İsrail devletinin kuruluşundan beri, seçimler nispi temsile göre yapılmaktadır. İsrail demokrasisinde, farklı grupların oranlı şekilde temsili için diğer partilerle ortak hareket etmesi mümkündür. Vekil seçilebilmelesi için:

- Bir Yahudi devleti olarak, İsrail devletinin varlığını reddetmemek
- Devletin demokratik niteliğini reddetmemek
- Irkçılığa teşvik etmemeleri gerekmektedir (İsrail Anayasası md. 57)

Bu 3 kuraldan birisine aykırı faaliyet tespiti edilirse, parti seçimlere sokulmamaktadır. Çoğunluğun oyunu alan partiler, hükümet olabilmek için azınlığın oyunu alan küçük partilerle borçludur. Böyle olunca da, birçok kez siyasi şantaj, devamlı kriz gibi tehlikeler bulunmaktadır. 1988 seçimleri sonrası su yüzeyine çıkan siyasi sistemle ilgili yapısal sorunlar iki konu ile belirginleşmiştir:

1- Din – devlet ayrımını sağlayan ve insan haklarına dayalı bir yazılı anayasanın eksikliği
2- Etkin koalisyon hükümetlerinin kurulamayışı

İsrail siyasi partileri, fazlasıyla ideolojik temellere sahip olduğundan ve kişisel sürtüşmeler devamlı olarak yaşanmaktadır. Bu yüzden hiçbir parti tek başına hükümet oluşturamadığından, hükümetler her zaman bir koalisyon hükümeti halindedir. Bu durum sürekli hükümet krizleri yarattığından, çözüm arayışları sonucunda "dönüşümlü başkanlık" adını verdikleri ve Türkiye' de de yankı bulan ilginç bir deneyim yaratmışlardır.

1984' de iki ana parti olan İşçi Partisi ve Likud, seçimlerden başbaşa çıktıklarında, Shimon Peres ve Yitzhak Shamir "dönüşümlü başkanlık" modelini uygulamışlardır. Sandalye fazlası olan Peres, ilk iki yıl görev alıp Shamir' e koltuğu devretmiş, en önemli iki sorunu olan yüksek enflasyon ve askerlerin Güney Lübnan' dan çekilmesi sorunu çözülebilmiştir. 1988 seçimlerinde de uygulanan model, 1990' da araplarla barış süreci konusundaki uyuşmazlık yüzünden dondurulmuştur.
Hükümet krizlerinde yaşanan problemlerin nedenleri:
1- Hükümet kurma, seçmene rağmen yapılmaktadır.
2- Sistem sürekli hizipçi küçük partiler üretmektedir.
3- Küçük partilerin gücü fazladır.
4- Koalisyonda bulunanların veto hakları, karar almayı etkilemektedir.

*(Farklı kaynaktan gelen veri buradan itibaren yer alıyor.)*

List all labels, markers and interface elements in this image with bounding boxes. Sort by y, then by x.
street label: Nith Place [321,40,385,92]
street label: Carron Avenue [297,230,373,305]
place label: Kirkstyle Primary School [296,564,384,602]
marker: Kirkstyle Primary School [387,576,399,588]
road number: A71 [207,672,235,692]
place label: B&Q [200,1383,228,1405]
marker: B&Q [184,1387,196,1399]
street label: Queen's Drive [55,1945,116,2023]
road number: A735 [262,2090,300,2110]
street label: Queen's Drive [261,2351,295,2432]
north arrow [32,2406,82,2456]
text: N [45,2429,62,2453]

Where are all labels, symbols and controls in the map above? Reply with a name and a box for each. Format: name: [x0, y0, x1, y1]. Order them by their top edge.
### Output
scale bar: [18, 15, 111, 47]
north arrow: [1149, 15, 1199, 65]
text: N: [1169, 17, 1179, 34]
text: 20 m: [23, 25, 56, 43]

Bernard Susser: "Küçük partiler genel olarak dinci partilerdir. Bu partilerin istekleri genelde dini konular olduğu için; büyük partiler başarı sağlamak adına daha az rüşvet vermiş oluyordu bu partilerle uzlaşınca. Bu tarz talepler kabul edilince, seçmen; yozlaşan ve pazarlık unsuru bir sistem olarak algılıyordu seçimleri."
"Sistem işlemesi adına, büyük partilerin yapabilecekleri pek de birşey yoktur. En akılcı hesaplar sonucunda, kaçınılmaz olarak dinci partilerle koalisyon kurmaya mecburdurlar." demiştir.

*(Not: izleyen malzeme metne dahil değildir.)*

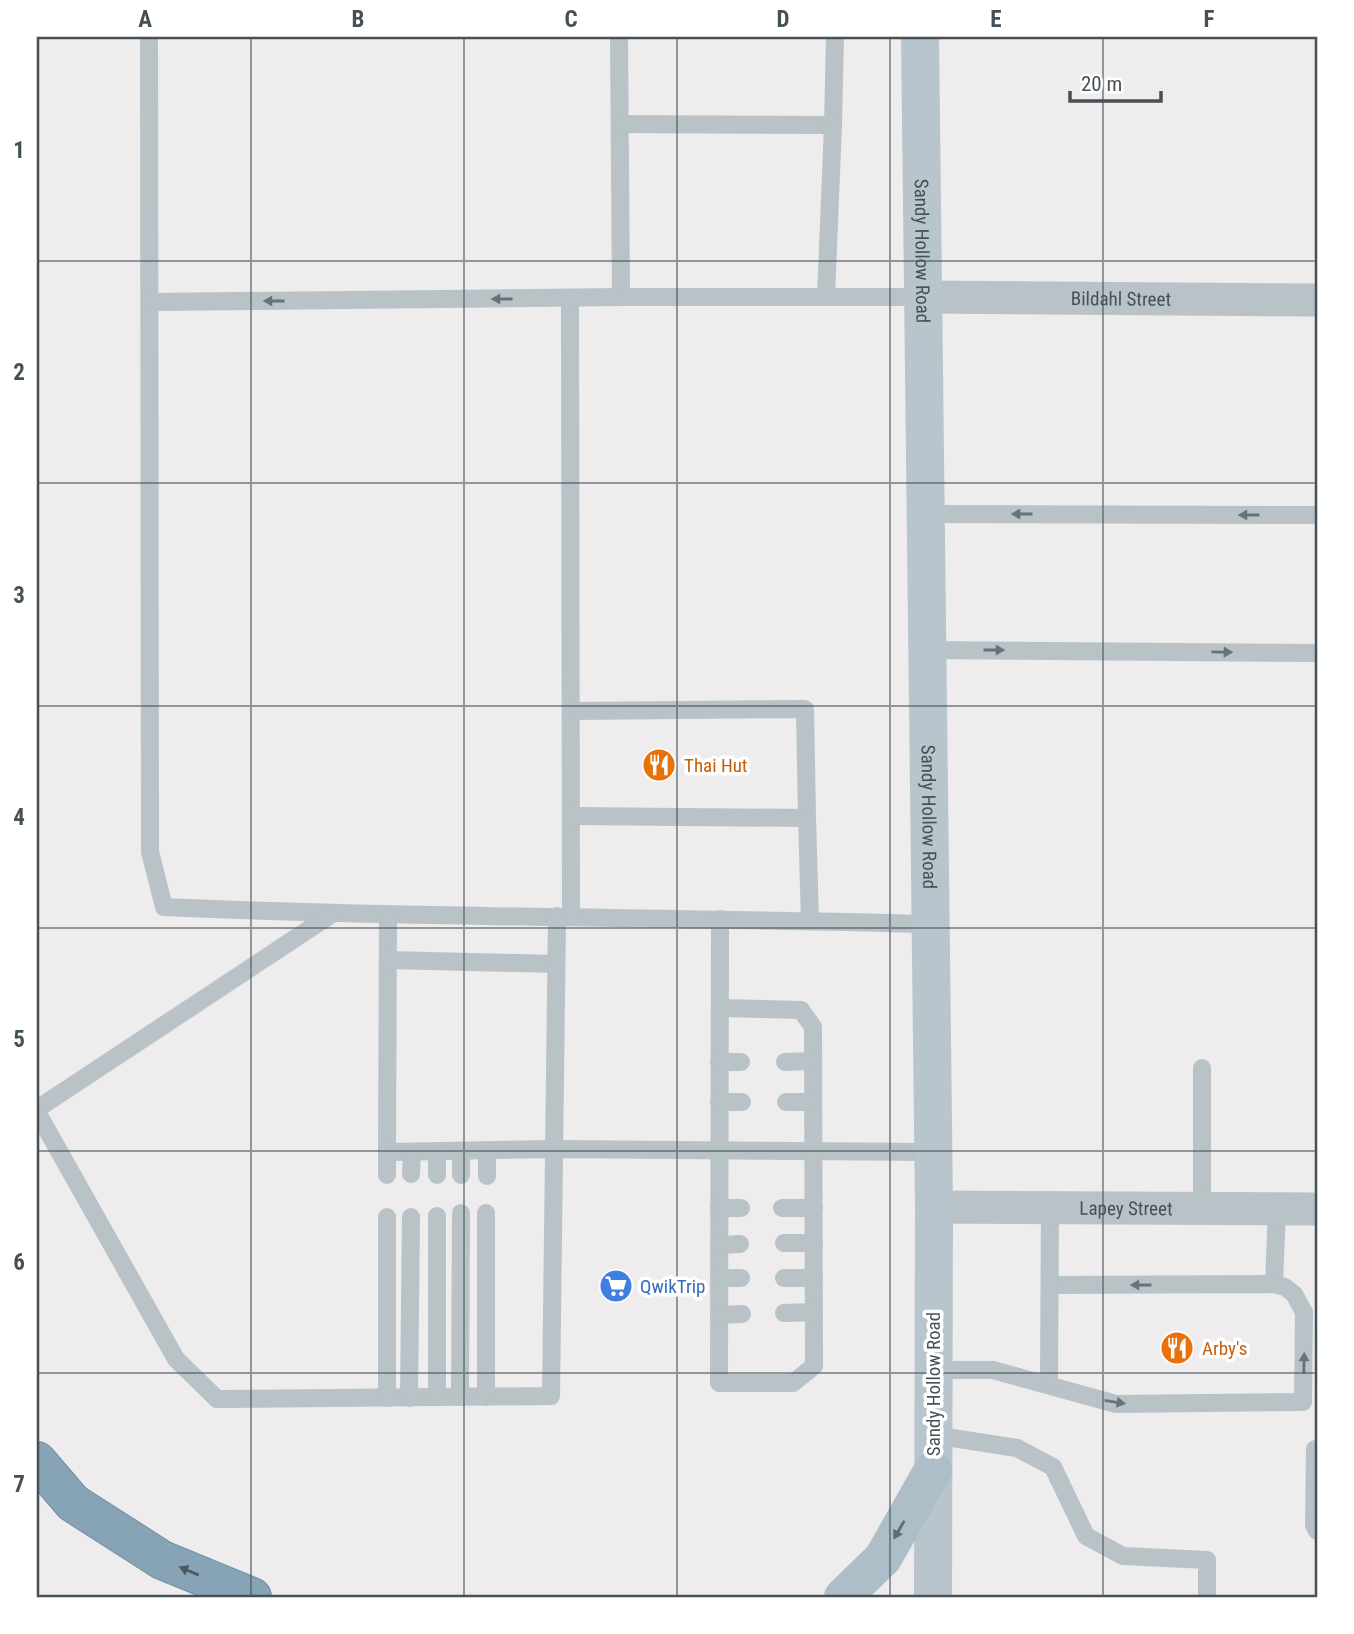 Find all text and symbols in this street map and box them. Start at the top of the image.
text: A [138,6,152,33]
text: B [352,6,364,33]
text: C [564,6,578,33]
text: D [777,6,790,33]
text: E [990,6,1002,33]
text: F [1204,6,1215,33]
scale bar [1070,60,1162,104]
text: 20 m [1081,72,1122,96]
text: 1 [13,137,25,164]
street label: Sandy Hollow Road [910,179,935,323]
street label: Bildahl Street [1071,287,1171,310]
one-way arrow [491,294,513,305]
one-way arrow [263,295,285,307]
text: 2 [13,359,25,386]
one-way arrow [1010,508,1032,520]
one-way arrow [1238,509,1260,520]
text: 3 [13,582,25,609]
one-way arrow [983,644,1005,656]
one-way arrow [1211,646,1233,658]
street label: Sandy Hollow Road [917,745,942,889]
restaurant icon: Thai Hut [640,746,678,784]
place label: Thai Hut [684,754,747,777]
text: 4 [13,804,25,831]
text: 5 [13,1026,25,1053]
street label: Lapey Street [1079,1196,1173,1220]
text: 6 [13,1249,25,1276]
supermarket icon: QwikTrip [597,1267,635,1305]
place label: QwikTrip [640,1275,705,1298]
one-way arrow [1130,1279,1152,1291]
street label: Sandy Hollow Road [922,1312,945,1456]
restaurant icon: Arby's [1158,1329,1196,1367]
place label: Arby's [1202,1337,1247,1360]
one-way arrow [1298,1352,1309,1374]
one-way arrow [1104,1397,1126,1408]
text: 7 [13,1471,25,1498]
one-way arrow [893,1520,905,1540]
one-way arrow [178,1565,199,1576]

1996' da yapılan seçimler ile doğrudan başkan seçilmesi, Avrupa tarzı politikadan Amerikan tarzı politikaya doğru keskin geçiş olmuştur. İki büyük parti, Abd' de olduğu gibi başkanlık yarışına girmiştir. Başkanlık seçimleri ayrı yapıldığından, küçük partiler kendilerine yakın adayı desteklemiş, genel seçimlerde kendi partilerine oy vermiştir.
Başbakan, halkın oyuyla seçilmesinin yanında yasamadan da güvenoyu almak zorundadır. Kuvvetler ayrılığı ilkesinden uzaklaşılmıştır böylelikle. Yürütme ve yasama ise birbirlerini fesih edebilmektedir.
İngiltere Manda Yönetimi olarak kurulan ve İngiliz parlamenter seçim sistemini kuruluşunda kullanan İsrail, Türkiye' deki siyasi yelpazeye benzer bir keskin siyasi parçalanma / ufalanma yaşamıştır. Benzer siyasi tabanlara hitap eden partilerin birleşmekten özenle kaçınması, Knesset seçimlerinde hiçbir partinin tek başına hükümete imkan tanımamıştır. Amerikan başkanlık sistemine benzer yeni yapısı ile yapılan başbakan seçimlerinde, iki başbakan adayı arasında geçen rekabet sonucunda, başbakanın seçilmesi bu modelin tartışmasız avantajı olarak kabul görmüştür.